%%
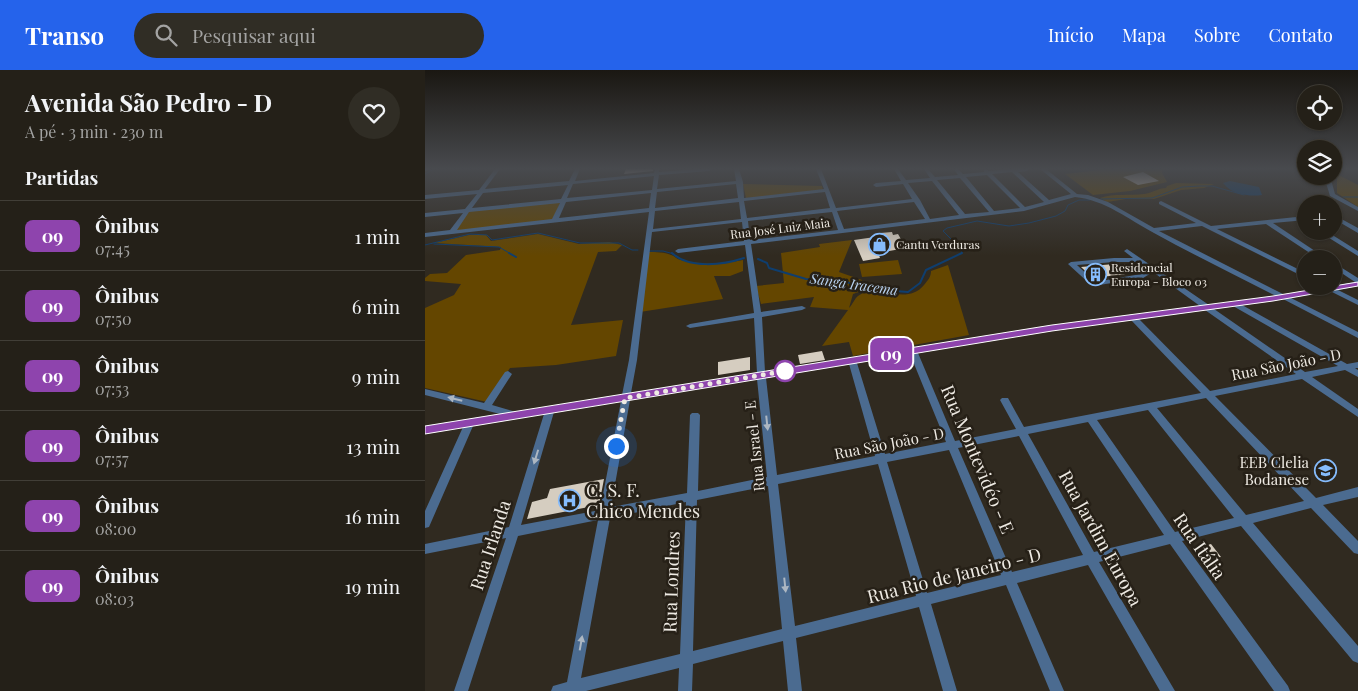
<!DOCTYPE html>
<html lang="pt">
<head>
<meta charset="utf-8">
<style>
	body { margin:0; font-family:"Playfair Display",serif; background:#302d25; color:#f1f3f6; height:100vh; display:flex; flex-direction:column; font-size:19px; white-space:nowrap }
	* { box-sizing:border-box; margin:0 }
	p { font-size:16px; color:#a3a3a2 }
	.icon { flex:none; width:28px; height:28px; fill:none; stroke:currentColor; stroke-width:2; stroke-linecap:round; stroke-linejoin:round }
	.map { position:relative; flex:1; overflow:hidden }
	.sheet { display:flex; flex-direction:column; background:#242018; width:425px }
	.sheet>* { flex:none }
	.badge { padding:0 10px; border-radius:8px; font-size:18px; line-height:32px }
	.fabs { position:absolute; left:872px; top:15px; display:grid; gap:10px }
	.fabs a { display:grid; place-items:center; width:45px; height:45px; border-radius:50%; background:#242018; box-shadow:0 1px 4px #0004,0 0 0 1px #413e37; font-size:25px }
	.you { position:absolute; width:25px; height:25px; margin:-12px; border:4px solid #fff; border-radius:50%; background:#1a73e8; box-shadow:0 0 0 8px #1a73e833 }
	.map>.badge { position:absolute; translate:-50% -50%; box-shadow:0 0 0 2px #fff }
	h2 { padding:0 25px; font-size:19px; line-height:45px }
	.round { display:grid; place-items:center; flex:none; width:52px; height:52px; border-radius:26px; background:#302d25 }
	.overview { display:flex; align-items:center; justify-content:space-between; height:85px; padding:0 25px }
	h1 { font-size:24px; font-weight:700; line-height:38px }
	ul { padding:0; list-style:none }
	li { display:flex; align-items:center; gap:15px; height:70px; padding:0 25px; border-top:1px solid #413e37 }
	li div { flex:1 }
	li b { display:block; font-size:19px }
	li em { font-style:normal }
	li .badge { min-width:55px; font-weight:700; text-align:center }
	header { display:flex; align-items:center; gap:30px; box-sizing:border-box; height:70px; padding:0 25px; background:#2563eb; color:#fff }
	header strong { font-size:24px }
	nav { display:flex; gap:28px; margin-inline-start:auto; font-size:18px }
	.search { width:350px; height:45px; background:#302d25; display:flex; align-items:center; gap:12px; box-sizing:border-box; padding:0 18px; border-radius:28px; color:#a3a3a2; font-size:19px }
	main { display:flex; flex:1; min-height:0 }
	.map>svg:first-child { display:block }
	.green { fill:#644600 }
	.water { fill:#0f3e6e }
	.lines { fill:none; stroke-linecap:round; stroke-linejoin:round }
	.stream-far1 { stroke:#0f3e6e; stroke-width:1 }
	.stream { stroke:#0f3e6e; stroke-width:2 }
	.building { fill:#d5cdc0 }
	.minor { fill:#4b6b90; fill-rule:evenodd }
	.oneway { fill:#adb7c2 }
	.line { fill:#8e44ad; stroke:#fff }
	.walk { stroke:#eeeae3; stroke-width:5; stroke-dasharray:0 9 }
	.stop-dot { fill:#fff; stroke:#8e44ad; stroke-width:2.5 }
	.labels { text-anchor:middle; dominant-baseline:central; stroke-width:5; stroke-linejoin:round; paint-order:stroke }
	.far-street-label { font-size:12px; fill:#eeeae3; stroke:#262017 }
	.far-poi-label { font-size:12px; fill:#eeeae3; stroke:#262017; text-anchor:start }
	.far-water-label { font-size:14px; font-style:italic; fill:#b8d2f0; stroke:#262017 }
	.street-label { font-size:15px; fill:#eeeae3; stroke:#262017 }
	.poi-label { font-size:15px; fill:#eeeae3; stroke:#262017; text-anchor:end }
	.near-street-label { font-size:18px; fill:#eeeae3; stroke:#262017 }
	.near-poi-label { font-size:18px; fill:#eeeae3; stroke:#262017; text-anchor:start }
</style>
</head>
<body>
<header>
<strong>Transo</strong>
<div class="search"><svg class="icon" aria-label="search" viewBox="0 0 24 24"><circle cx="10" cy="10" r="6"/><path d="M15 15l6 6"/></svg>Pesquisar aqui</div>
<nav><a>Início</a><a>Mapa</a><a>Sobre</a><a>Contato</a></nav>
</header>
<main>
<section class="sheet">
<div class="overview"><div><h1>Avenida São Pedro - D</h1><p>A pé · 3 min · 230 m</p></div><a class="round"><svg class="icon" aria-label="heart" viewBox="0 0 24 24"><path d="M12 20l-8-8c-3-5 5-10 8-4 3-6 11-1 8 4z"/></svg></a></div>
<h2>Partidas</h2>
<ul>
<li><span class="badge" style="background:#8e44ad;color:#fff">09</span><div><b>Ônibus</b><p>07:45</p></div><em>1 min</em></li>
<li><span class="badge" style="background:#8e44ad;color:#fff">09</span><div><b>Ônibus</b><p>07:50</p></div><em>6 min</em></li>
<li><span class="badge" style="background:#8e44ad;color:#fff">09</span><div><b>Ônibus</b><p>07:53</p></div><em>9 min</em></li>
<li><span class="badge" style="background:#8e44ad;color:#fff">09</span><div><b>Ônibus</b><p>07:57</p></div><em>13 min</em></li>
<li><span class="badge" style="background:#8e44ad;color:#fff">09</span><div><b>Ônibus</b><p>08:00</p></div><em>16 min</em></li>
<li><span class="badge" style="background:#8e44ad;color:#fff">09</span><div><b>Ônibus</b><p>08:03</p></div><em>19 min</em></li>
</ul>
</section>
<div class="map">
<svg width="933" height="621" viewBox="0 0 933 621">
	<rect width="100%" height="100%" fill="#302a20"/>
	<!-- green -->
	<path class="green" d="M675,99H738L737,103L742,112L705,121L668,125L640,104L675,100Z
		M912,104L933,115V137L912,123Z
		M751,113L789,114L779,118L756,120L729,129H701L682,132L675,128C689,123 704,126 719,124C727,123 733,118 741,118L742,116Z
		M318,114L397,116L398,120L321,128Z
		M136,131L128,150L30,161L44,141Z
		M113,164L154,174L184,172L197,175L191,181L173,182L146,255L198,250L191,286L131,295L85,298L62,332L0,318V238L29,225L36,214L0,211V208L5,204L22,203L41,185L75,180L76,177L9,173L44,165H61L66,171Z
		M427,170L414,202L437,210L436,213L445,218L428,224L424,238C427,235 430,228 433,226C452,212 481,237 499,215C503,210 506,207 506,201L523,195L544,265L428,286L424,272L397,276L423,240L385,237L389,227L336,234L331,216L359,213L356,183L395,177L394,174Z
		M223,182C231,182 239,182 246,185C250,186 251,189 256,190C277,195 297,194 318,190V201L305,206H289L298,229L215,242Z
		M473,190L477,204L437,207L434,194Z"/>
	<!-- water -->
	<path class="water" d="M805,111L834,117L837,125C824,127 806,124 798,113Z"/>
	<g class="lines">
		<!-- stream-far1 -->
		<path class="stream-far1" d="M0,104L7,100
			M918,127H933
			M676,129L727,128L757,117L775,116H787L819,125
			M9,174L74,177L86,184
			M0,175L45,164L62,165L67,170L113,163L155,173H194L207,180H213
			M223,181H238L249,184
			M534,184L537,183L535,178L518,161L522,158L552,151L584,156L604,153L631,146L640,141L643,135L654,130H665"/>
		<!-- stream -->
		<path class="stream" d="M84,183L91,187
			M247,183C264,199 298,195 319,188
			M333,189L342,193L344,198L381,209L415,210L444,219L483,222L495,213L501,200L537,183"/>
	</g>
	<!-- building -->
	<path class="building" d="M201,99H228V101L199,104Z
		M718,102L734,111L713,115L698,107Z
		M467,162L468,165L473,164L481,178L453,183L455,188L438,191L429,170L457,166L455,163Z
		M689,194H710L719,200L709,203L668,208L656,197Z
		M397,281L400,290L375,294L373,285Z
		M325,287V300L293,305V292Z
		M179,409L174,435L102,449L107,432L122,428L125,419Z
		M786,474L796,487L783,489L775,477Z"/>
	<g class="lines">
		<!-- minor -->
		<path class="minor" d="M0,99H6L0,101Z
			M70,99H75L60,119L144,111L150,99H155L150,111L229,103L230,99H234V102L271,99H287L284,101L234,105L232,119L311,111L309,99H314L318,112L319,128L399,119L391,99H396L411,138L487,129L478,114L451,117L448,115L451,113L476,111L469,99H473L481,110L505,108L499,99H503L510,107L533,105L529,99H533L538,104L559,102V100L561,99L564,101L585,99H604L602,101L593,102L624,130L646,124L615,99H621L652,124L663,125L683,132L729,158L771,153L734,134V132L736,131L786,156L881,146V150L848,153L902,189H894L841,154L792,159L881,203V208L777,156L734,161L860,225L930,212L909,198V193L933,208V216L913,220L933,230V235L905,221L866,228L933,262V268L858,229L817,235L922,294L933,292V298H930L933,300V307L920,300L887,307L933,339V347L877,309L790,326L891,428L933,417V427L898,435L933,471V484L929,483L886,438L828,453L933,576V593L928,591L816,456L757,471L863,616L865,621H849L745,474L674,492L750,621H735L663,495L592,513L639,621H625L581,515L506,534L532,621H518L494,537L371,568L377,621H363L358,571L268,594L267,621H253L254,598L161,621H126L128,616L142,612L173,450L93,466L43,621H29L81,468L0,484V474L84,457L119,344L48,356L4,457L0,458V441L38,357L0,364V356L75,344L0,325V319L59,333L80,302L83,301L87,304L67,335L91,342L197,325L204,290L224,142L0,167V163L25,160L38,143L0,147V143L40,139L52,124L0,129V125L54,120ZM587,102L619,132L600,137L567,104ZM562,105L595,138L569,141L541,107ZM229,106L227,120L142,128L148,114ZM535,108L564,142L540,144L512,110ZM507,111L534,145L505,149L495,130L483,113ZM311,114L313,128L230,138L232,122ZM143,115L136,129L47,138L58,123ZM400,122L405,138L322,148L319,131ZM226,123L224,138L134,148L141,132ZM650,127C680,130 703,149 729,163C769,185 810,205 851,226L784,235L702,179L699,181L708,188H689L646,192L643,194L666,215L668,216L718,208L728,202L775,236L710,245L707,244L704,245L627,256L340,302L337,247L377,240L381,238L377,236L336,242L326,174L599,141ZM314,132L316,149L228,159L230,141ZM489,132L500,149L419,159L412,141ZM135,133L127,149L32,160L44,142ZM407,142L413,160L325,170L323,151ZM317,152L319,171L253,179L250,181L253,183L320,175L329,243L265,254L261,256L265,258L329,248L332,303L206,323L212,290L227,162ZM689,192H713L723,199L716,204L670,212L652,195ZM808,236L913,296L880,302L789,239ZM780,240L871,304L785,321L714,249ZM706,250L776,323L599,357L583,328H577L575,330L591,359L530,371L493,283L627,260ZM485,284L521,372L460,384L432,293ZM424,294L450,386L352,405L341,308ZM332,309L342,407L273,421L275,345L273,343H267L265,345L262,423L186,437L205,330ZM781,328L879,431L821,445L732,338ZM196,331L175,440L96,455L129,342ZM723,340L809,448L750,462L672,350ZM663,352L739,465L669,482L603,364ZM594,366L658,485L587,502L533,378ZM524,380L576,505L502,523L462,392ZM453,394L491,526L370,556L353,414ZM343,416L357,559L268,581L272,430ZM261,432L255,584L156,608L185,448Z
			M899,106H905L910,124L933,137V141L905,126Z
			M909,145L933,158V163L909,149Z
			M893,161H901L933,181V186Z"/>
	</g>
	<!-- one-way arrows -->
	<defs><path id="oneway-solid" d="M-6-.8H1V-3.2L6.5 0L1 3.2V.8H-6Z" transform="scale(1.25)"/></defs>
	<g class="oneway">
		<use href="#oneway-solid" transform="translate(30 329) rotate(-166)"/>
		<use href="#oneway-solid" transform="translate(342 353) rotate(84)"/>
		<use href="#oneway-solid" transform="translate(111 387) rotate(107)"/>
		<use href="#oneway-solid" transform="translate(360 515) rotate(84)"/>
		<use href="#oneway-solid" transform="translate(156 573) rotate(-80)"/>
	</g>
	<!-- sky -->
	<linearGradient id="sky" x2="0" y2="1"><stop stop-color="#1a1712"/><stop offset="0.53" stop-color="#484a4e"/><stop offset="1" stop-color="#484a4e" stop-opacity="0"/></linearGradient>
	<rect width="933" height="186" fill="url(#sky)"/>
	<!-- line -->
	<path class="line" d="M933,212V216L848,231L627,261L0,364V356L627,255L848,226Z"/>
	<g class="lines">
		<!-- walk -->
		<path class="walk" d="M191,376L200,328L360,301"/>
	</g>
	<!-- icons -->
	<defs>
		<symbol id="shop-ring" viewBox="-11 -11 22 22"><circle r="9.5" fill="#262017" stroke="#85bbfb" stroke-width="1.5"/><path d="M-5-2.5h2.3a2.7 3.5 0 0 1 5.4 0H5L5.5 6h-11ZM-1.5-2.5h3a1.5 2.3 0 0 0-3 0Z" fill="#85bbfb"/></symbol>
		<symbol id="building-ring" viewBox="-11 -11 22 22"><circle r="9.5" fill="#262017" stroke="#85bbfb" stroke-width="1.5"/><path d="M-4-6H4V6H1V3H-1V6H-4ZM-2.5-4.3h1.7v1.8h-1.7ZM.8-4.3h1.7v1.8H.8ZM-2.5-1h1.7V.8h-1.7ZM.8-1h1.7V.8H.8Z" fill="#85bbfb"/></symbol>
		<symbol id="school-ring" viewBox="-11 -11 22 22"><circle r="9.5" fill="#262017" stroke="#85bbfb" stroke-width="1.5"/><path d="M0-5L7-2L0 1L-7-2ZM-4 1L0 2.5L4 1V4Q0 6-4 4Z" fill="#85bbfb"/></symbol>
		<symbol id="hospital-ring" viewBox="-11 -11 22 22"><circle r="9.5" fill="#262017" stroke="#85bbfb" stroke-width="1.5"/><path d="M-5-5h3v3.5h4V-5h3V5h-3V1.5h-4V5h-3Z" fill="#85bbfb"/></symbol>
	</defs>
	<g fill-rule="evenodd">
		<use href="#shop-ring" x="442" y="162" width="25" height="25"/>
		<use href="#building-ring" x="658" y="192" width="25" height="25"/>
		<use href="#school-ring" x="888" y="388" width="25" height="25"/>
		<use href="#hospital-ring" x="132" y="418" width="25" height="25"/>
	</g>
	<!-- markers -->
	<circle class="stop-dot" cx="360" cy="301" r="10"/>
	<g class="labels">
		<!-- far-street labels -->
		<g class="far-street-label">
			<text transform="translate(355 158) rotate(-7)">Rua José Luiz Maia</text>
		</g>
		<!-- far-poi labels -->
		<g class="far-poi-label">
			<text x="471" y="174">Cantu Verduras</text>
			<text x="686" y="197">Residencial<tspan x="686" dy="14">Europa - Bloco 03</tspan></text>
		</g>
		<!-- far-water labels -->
		<g class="far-water-label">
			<text transform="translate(429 214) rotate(8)">Sanga Iracema</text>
		</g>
		<!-- street labels -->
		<g class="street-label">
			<text transform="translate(861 294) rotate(-11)">Rua São João - D</text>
			<text transform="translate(464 373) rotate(-11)">Rua São João - D</text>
			<text transform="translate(329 376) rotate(-96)">Rua Israel - E</text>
		</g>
		<!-- poi labels -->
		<g class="poi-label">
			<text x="884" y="392">EEB Clelia<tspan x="884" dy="17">Bodanese</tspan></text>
		</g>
		<!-- near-street labels -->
		<g class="near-street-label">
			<text transform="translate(553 389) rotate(67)">Rua Montevidéo - E</text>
			<text transform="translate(676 468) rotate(61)">Rua Jardim Europa</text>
			<text transform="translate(65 475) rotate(-72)">Rua Irlanda</text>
			<text transform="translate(775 476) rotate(55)">Rua Itália</text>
			<text transform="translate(529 505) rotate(-14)">Rua Rio de Janeiro - D</text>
			<text transform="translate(246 512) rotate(-88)">Rua Londres</text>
		</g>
		<!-- near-poi labels -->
		<g class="near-poi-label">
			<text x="161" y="420">C. S. F.<tspan x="161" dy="21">Chico Mendes</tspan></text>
		</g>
	</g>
</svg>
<div class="fabs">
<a><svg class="icon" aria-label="locate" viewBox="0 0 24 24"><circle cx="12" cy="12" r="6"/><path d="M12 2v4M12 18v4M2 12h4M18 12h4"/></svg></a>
<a><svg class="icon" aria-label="layers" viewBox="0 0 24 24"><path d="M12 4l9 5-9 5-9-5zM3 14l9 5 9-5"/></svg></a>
<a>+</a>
<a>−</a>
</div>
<div class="you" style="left:191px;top:376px"></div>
<b class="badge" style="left:466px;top:284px;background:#8e44ad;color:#fff">09</b>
</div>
</main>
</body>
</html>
%%
• **What you will do**
Say again, word for word, the lines beginning at the top of the data and ending with the line that has "display:flex; flex:1; min-height:0". Skip the pictures.

• **Written solution**
<!DOCTYPE html>
<html lang="pt">
<head>
<meta charset="utf-8">
<style>
	body { margin:0; font-family:"Playfair Display",serif; background:#302d25; color:#f1f3f6; height:100vh; display:flex; flex-direction:column; font-size:19px; white-space:nowrap }
	* { box-sizing:border-box; margin:0 }
	p { font-size:16px; color:#a3a3a2 }
	.icon { flex:none; width:28px; height:28px; fill:none; stroke:currentColor; stroke-width:2; stroke-linecap:round; stroke-linejoin:round }
	.map { position:relative; flex:1; overflow:hidden }
	.sheet { display:flex; flex-direction:column; background:#242018; width:425px }
	.sheet>* { flex:none }
	.badge { padding:0 10px; border-radius:8px; font-size:18px; line-height:32px }
	.fabs { position:absolute; left:872px; top:15px; display:grid; gap:10px }
	.fabs a { display:grid; place-items:center; width:45px; height:45px; border-radius:50%; background:#242018; box-shadow:0 1px 4px #0004,0 0 0 1px #413e37; font-size:25px }
	.you { position:absolute; width:25px; height:25px; margin:-12px; border:4px solid #fff; border-radius:50%; background:#1a73e8; box-shadow:0 0 0 8px #1a73e833 }
	.map>.badge { position:absolute; translate:-50% -50%; box-shadow:0 0 0 2px #fff }
	h2 { padding:0 25px; font-size:19px; line-height:45px }
	.round { display:grid; place-items:center; flex:none; width:52px; height:52px; border-radius:26px; background:#302d25 }
	.overview { display:flex; align-items:center; justify-content:space-between; height:85px; padding:0 25px }
	h1 { font-size:24px; font-weight:700; line-height:38px }
	ul { padding:0; list-style:none }
	li { display:flex; align-items:center; gap:15px; height:70px; padding:0 25px; border-top:1px solid #413e37 }
	li div { flex:1 }
	li b { display:block; font-size:19px }
	li em { font-style:normal }
	li .badge { min-width:55px; font-weight:700; text-align:center }
	header { display:flex; align-items:center; gap:30px; box-sizing:border-box; height:70px; padding:0 25px; background:#2563eb; color:#fff }
	header strong { font-size:24px }
	nav { display:flex; gap:28px; margin-inline-start:auto; font-size:18px }
	.search { width:350px; height:45px; background:#302d25; display:flex; align-items:center; gap:12px; box-sizing:border-box; padding:0 18px; border-radius:28px; color:#a3a3a2; font-size:19px }
	main { display:flex; flex:1; min-height:0 }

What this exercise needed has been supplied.